> [WHAT THE TASK REQUIRES]:
In the lines below, the string "lists" may appear; say how many lines hold it and give nothing more.

> [DATASET RECORDS]:
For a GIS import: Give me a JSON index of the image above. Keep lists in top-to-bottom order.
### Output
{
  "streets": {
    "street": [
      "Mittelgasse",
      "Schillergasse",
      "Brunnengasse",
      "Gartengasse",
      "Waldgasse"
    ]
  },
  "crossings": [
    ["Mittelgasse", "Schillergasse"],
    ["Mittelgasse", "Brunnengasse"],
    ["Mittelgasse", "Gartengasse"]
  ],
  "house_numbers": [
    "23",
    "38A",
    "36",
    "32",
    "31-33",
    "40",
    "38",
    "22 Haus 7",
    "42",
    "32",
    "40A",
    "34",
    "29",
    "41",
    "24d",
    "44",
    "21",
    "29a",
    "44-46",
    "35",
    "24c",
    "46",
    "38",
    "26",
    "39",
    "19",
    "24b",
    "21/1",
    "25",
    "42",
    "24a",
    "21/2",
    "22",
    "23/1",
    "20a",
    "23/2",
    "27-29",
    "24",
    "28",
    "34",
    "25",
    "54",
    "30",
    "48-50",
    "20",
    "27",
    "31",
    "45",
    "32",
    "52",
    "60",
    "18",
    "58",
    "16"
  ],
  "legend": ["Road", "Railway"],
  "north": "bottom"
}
...
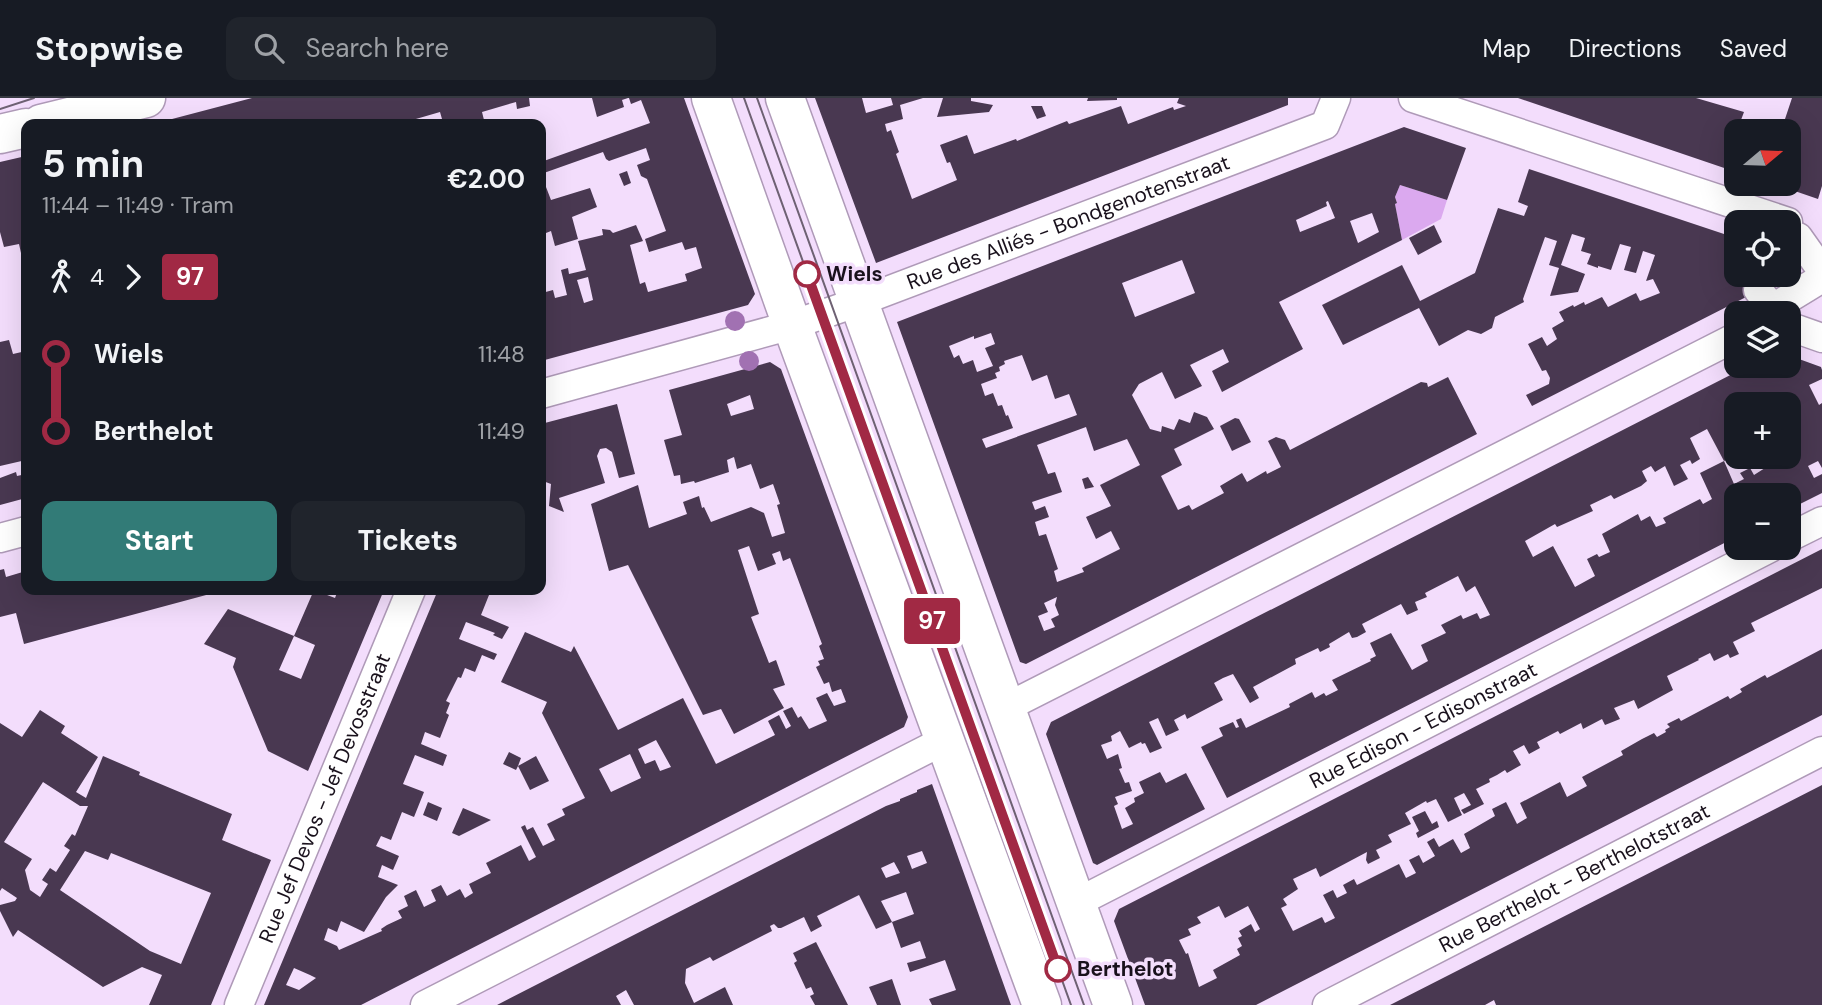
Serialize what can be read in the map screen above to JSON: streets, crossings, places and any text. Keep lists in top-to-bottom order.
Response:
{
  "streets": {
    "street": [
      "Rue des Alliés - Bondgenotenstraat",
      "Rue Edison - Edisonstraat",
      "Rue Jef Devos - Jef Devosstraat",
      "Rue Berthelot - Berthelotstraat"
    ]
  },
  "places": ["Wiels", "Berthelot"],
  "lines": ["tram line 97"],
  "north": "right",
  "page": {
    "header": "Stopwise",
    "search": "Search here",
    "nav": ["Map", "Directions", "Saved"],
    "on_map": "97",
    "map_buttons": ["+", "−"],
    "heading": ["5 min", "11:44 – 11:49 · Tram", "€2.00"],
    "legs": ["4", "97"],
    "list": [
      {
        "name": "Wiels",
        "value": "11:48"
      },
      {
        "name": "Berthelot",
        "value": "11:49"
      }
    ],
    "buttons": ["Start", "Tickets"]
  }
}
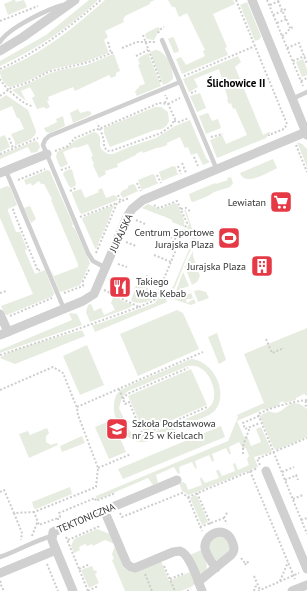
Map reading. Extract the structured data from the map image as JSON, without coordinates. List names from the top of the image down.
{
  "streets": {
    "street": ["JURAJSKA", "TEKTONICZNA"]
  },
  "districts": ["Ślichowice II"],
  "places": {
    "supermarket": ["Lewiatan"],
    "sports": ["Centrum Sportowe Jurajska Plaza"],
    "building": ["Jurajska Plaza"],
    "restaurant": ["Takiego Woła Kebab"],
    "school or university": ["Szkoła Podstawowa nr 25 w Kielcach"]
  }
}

> [ANSWER TO THIS TASK]:
2